### Work instruction
Repeat every entry in full. Match each line exactly.

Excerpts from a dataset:
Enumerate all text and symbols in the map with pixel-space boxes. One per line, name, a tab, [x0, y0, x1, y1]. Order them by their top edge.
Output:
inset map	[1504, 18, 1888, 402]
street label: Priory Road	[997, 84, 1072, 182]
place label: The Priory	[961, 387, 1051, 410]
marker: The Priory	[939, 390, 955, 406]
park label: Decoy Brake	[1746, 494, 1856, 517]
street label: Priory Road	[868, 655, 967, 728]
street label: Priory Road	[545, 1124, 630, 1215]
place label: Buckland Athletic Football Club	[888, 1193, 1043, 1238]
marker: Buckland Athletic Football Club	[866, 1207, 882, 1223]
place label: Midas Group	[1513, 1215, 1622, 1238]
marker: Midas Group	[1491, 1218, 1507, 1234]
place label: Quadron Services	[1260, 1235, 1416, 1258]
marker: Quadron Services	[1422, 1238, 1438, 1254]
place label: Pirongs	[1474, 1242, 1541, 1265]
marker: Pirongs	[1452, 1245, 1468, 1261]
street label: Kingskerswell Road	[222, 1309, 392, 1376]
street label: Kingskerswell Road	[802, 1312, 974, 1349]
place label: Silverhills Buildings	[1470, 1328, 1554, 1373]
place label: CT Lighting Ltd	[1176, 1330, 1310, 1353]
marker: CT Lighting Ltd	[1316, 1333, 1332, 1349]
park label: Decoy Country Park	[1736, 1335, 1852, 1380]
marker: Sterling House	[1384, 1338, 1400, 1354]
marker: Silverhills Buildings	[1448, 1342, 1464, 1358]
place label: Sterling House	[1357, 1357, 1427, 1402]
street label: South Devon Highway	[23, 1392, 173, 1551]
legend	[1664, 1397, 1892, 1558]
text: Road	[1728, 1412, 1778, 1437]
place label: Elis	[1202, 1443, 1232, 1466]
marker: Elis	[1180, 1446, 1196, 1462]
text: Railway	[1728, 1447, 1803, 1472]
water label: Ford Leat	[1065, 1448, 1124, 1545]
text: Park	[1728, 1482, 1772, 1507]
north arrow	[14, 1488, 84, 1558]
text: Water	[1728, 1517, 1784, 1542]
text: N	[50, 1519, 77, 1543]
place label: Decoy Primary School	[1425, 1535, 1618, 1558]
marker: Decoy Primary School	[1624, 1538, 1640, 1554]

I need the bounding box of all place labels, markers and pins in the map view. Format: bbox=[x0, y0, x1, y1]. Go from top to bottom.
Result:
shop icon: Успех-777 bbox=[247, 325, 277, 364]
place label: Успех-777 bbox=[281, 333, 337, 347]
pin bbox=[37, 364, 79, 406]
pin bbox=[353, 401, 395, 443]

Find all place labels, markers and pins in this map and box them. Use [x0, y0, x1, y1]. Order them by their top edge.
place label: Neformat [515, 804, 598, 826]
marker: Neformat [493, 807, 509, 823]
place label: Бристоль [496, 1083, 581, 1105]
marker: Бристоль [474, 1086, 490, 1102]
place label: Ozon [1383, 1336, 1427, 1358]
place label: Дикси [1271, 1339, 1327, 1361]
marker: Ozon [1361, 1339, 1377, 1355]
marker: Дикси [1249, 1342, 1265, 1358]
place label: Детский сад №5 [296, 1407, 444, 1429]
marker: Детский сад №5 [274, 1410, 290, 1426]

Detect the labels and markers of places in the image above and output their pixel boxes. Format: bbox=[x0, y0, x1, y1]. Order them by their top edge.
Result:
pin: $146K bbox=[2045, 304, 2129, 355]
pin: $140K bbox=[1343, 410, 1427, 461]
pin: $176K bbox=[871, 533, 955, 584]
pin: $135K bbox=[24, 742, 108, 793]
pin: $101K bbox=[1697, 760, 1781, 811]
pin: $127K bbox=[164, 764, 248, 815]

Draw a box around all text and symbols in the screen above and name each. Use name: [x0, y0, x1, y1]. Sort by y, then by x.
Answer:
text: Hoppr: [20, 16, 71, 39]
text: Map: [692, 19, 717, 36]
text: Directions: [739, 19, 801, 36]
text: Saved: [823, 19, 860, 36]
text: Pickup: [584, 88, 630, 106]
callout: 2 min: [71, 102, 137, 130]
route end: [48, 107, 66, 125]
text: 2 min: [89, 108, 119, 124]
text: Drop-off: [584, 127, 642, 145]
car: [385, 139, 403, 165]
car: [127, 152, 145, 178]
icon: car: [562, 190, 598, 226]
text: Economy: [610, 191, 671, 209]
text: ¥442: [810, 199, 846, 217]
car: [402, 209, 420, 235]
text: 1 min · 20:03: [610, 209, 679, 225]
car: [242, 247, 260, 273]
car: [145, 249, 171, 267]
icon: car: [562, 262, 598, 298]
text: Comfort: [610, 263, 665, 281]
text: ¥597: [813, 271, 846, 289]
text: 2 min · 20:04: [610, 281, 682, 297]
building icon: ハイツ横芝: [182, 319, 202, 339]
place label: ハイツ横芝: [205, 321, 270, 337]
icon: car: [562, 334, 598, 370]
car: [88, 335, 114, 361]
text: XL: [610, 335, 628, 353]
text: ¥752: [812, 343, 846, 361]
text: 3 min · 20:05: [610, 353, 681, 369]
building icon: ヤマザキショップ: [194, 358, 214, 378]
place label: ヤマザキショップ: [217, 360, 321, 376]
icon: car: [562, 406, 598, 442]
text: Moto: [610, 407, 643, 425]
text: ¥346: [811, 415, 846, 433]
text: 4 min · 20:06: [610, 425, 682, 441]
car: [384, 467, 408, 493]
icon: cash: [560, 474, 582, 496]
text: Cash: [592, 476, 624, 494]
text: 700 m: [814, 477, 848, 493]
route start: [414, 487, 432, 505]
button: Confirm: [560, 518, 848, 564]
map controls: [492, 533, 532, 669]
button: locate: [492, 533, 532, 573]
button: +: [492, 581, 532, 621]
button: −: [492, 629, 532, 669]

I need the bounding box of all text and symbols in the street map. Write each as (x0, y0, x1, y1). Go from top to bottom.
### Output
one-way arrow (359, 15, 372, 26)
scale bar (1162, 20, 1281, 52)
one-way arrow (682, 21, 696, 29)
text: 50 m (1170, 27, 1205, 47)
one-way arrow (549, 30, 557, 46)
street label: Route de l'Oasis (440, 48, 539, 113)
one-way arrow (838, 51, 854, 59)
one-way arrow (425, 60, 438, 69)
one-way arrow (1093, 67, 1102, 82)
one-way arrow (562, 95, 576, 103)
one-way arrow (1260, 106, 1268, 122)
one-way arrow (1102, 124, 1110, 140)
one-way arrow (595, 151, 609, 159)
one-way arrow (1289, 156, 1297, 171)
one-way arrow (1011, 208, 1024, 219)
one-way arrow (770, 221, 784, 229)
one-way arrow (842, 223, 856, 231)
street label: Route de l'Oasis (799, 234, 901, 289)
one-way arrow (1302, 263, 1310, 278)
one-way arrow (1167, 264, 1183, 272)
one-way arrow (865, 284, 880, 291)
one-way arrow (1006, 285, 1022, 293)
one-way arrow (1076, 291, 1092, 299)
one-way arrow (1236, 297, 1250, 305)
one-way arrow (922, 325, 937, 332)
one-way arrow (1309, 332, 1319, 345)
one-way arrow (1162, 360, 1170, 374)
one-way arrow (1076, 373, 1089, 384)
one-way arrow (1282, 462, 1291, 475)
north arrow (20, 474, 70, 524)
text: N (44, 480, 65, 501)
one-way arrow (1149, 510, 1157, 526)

### Written solution
Enumerate all text and symbols in the map with pixel-space boxes. One per line, name, a tab, [x0, y0, x1, y1]. Order them by their top edge.
Output:
inset map	[1504, 18, 1888, 402]
street label: Priory Road	[997, 84, 1072, 182]
place label: The Priory	[961, 387, 1051, 410]
marker: The Priory	[939, 390, 955, 406]
park label: Decoy Brake	[1746, 494, 1856, 517]
street label: Priory Road	[868, 655, 967, 728]
street label: Priory Road	[545, 1124, 630, 1215]
place label: Buckland Athletic Football Club	[888, 1193, 1043, 1238]
marker: Buckland Athletic Football Club	[866, 1207, 882, 1223]
place label: Midas Group	[1513, 1215, 1622, 1238]
marker: Midas Group	[1491, 1218, 1507, 1234]
place label: Quadron Services	[1260, 1235, 1416, 1258]
marker: Quadron Services	[1422, 1238, 1438, 1254]
place label: Pirongs	[1474, 1242, 1541, 1265]
marker: Pirongs	[1452, 1245, 1468, 1261]
street label: Kingskerswell Road	[222, 1309, 392, 1376]
street label: Kingskerswell Road	[802, 1312, 974, 1349]
place label: Silverhills Buildings	[1470, 1328, 1554, 1373]
place label: CT Lighting Ltd	[1176, 1330, 1310, 1353]
marker: CT Lighting Ltd	[1316, 1333, 1332, 1349]
park label: Decoy Country Park	[1736, 1335, 1852, 1380]
marker: Sterling House	[1384, 1338, 1400, 1354]
marker: Silverhills Buildings	[1448, 1342, 1464, 1358]
place label: Sterling House	[1357, 1357, 1427, 1402]
street label: South Devon Highway	[23, 1392, 173, 1551]
legend	[1664, 1397, 1892, 1558]
text: Road	[1728, 1412, 1778, 1437]
place label: Elis	[1202, 1443, 1232, 1466]
marker: Elis	[1180, 1446, 1196, 1462]
text: Railway	[1728, 1447, 1803, 1472]
water label: Ford Leat	[1065, 1448, 1124, 1545]
text: Park	[1728, 1482, 1772, 1507]
north arrow	[14, 1488, 84, 1558]
text: Water	[1728, 1517, 1784, 1542]
text: N	[50, 1519, 77, 1543]
place label: Decoy Primary School	[1425, 1535, 1618, 1558]
marker: Decoy Primary School	[1624, 1538, 1640, 1554]

I need the bounding box of all place labels, markers and pins in the map view. Format: bbox=[x0, y0, x1, y1]. Go from top to bottom.
Result:
shop icon: Успех-777 bbox=[247, 325, 277, 364]
place label: Успех-777 bbox=[281, 333, 337, 347]
pin bbox=[37, 364, 79, 406]
pin bbox=[353, 401, 395, 443]

Find all place labels, markers and pins in this map and box them. Use [x0, y0, x1, y1]. Order them by their top edge.
place label: Neformat [515, 804, 598, 826]
marker: Neformat [493, 807, 509, 823]
place label: Бристоль [496, 1083, 581, 1105]
marker: Бристоль [474, 1086, 490, 1102]
place label: Ozon [1383, 1336, 1427, 1358]
place label: Дикси [1271, 1339, 1327, 1361]
marker: Ozon [1361, 1339, 1377, 1355]
marker: Дикси [1249, 1342, 1265, 1358]
place label: Детский сад №5 [296, 1407, 444, 1429]
marker: Детский сад №5 [274, 1410, 290, 1426]

Detect the labels and markers of places in the image above and output their pixel boxes. Format: bbox=[x0, y0, x1, y1]. Order them by their top edge.
Result:
pin: $146K bbox=[2045, 304, 2129, 355]
pin: $140K bbox=[1343, 410, 1427, 461]
pin: $176K bbox=[871, 533, 955, 584]
pin: $135K bbox=[24, 742, 108, 793]
pin: $101K bbox=[1697, 760, 1781, 811]
pin: $127K bbox=[164, 764, 248, 815]

Draw a box around all text and symbols in the screen above and name each. Use name: [x0, y0, x1, y1]. Sort by y, then by x.
Answer:
text: Hoppr: [20, 16, 71, 39]
text: Map: [692, 19, 717, 36]
text: Directions: [739, 19, 801, 36]
text: Saved: [823, 19, 860, 36]
text: Pickup: [584, 88, 630, 106]
callout: 2 min: [71, 102, 137, 130]
route end: [48, 107, 66, 125]
text: 2 min: [89, 108, 119, 124]
text: Drop-off: [584, 127, 642, 145]
car: [385, 139, 403, 165]
car: [127, 152, 145, 178]
icon: car: [562, 190, 598, 226]
text: Economy: [610, 191, 671, 209]
text: ¥442: [810, 199, 846, 217]
car: [402, 209, 420, 235]
text: 1 min · 20:03: [610, 209, 679, 225]
car: [242, 247, 260, 273]
car: [145, 249, 171, 267]
icon: car: [562, 262, 598, 298]
text: Comfort: [610, 263, 665, 281]
text: ¥597: [813, 271, 846, 289]
text: 2 min · 20:04: [610, 281, 682, 297]
building icon: ハイツ横芝: [182, 319, 202, 339]
place label: ハイツ横芝: [205, 321, 270, 337]
icon: car: [562, 334, 598, 370]
car: [88, 335, 114, 361]
text: XL: [610, 335, 628, 353]
text: ¥752: [812, 343, 846, 361]
text: 3 min · 20:05: [610, 353, 681, 369]
building icon: ヤマザキショップ: [194, 358, 214, 378]
place label: ヤマザキショップ: [217, 360, 321, 376]
icon: car: [562, 406, 598, 442]
text: Moto: [610, 407, 643, 425]
text: ¥346: [811, 415, 846, 433]
text: 4 min · 20:06: [610, 425, 682, 441]
car: [384, 467, 408, 493]
icon: cash: [560, 474, 582, 496]
text: Cash: [592, 476, 624, 494]
text: 700 m: [814, 477, 848, 493]
route start: [414, 487, 432, 505]
button: Confirm: [560, 518, 848, 564]
map controls: [492, 533, 532, 669]
button: locate: [492, 533, 532, 573]
button: +: [492, 581, 532, 621]
button: −: [492, 629, 532, 669]

I need the bounding box of all text and symbols in the street map. Write each as (x0, y0, x1, y1). Go from top to bottom.
### Output
one-way arrow (359, 15, 372, 26)
scale bar (1162, 20, 1281, 52)
one-way arrow (682, 21, 696, 29)
text: 50 m (1170, 27, 1205, 47)
one-way arrow (549, 30, 557, 46)
street label: Route de l'Oasis (440, 48, 539, 113)
one-way arrow (838, 51, 854, 59)
one-way arrow (425, 60, 438, 69)
one-way arrow (1093, 67, 1102, 82)
one-way arrow (562, 95, 576, 103)
one-way arrow (1260, 106, 1268, 122)
one-way arrow (1102, 124, 1110, 140)
one-way arrow (595, 151, 609, 159)
one-way arrow (1289, 156, 1297, 171)
one-way arrow (1011, 208, 1024, 219)
one-way arrow (770, 221, 784, 229)
one-way arrow (842, 223, 856, 231)
street label: Route de l'Oasis (799, 234, 901, 289)
one-way arrow (1302, 263, 1310, 278)
one-way arrow (1167, 264, 1183, 272)
one-way arrow (865, 284, 880, 291)
one-way arrow (1006, 285, 1022, 293)
one-way arrow (1076, 291, 1092, 299)
one-way arrow (1236, 297, 1250, 305)
one-way arrow (922, 325, 937, 332)
one-way arrow (1309, 332, 1319, 345)
one-way arrow (1162, 360, 1170, 374)
one-way arrow (1076, 373, 1089, 384)
one-way arrow (1282, 462, 1291, 475)
north arrow (20, 474, 70, 524)
text: N (44, 480, 65, 501)
one-way arrow (1149, 510, 1157, 526)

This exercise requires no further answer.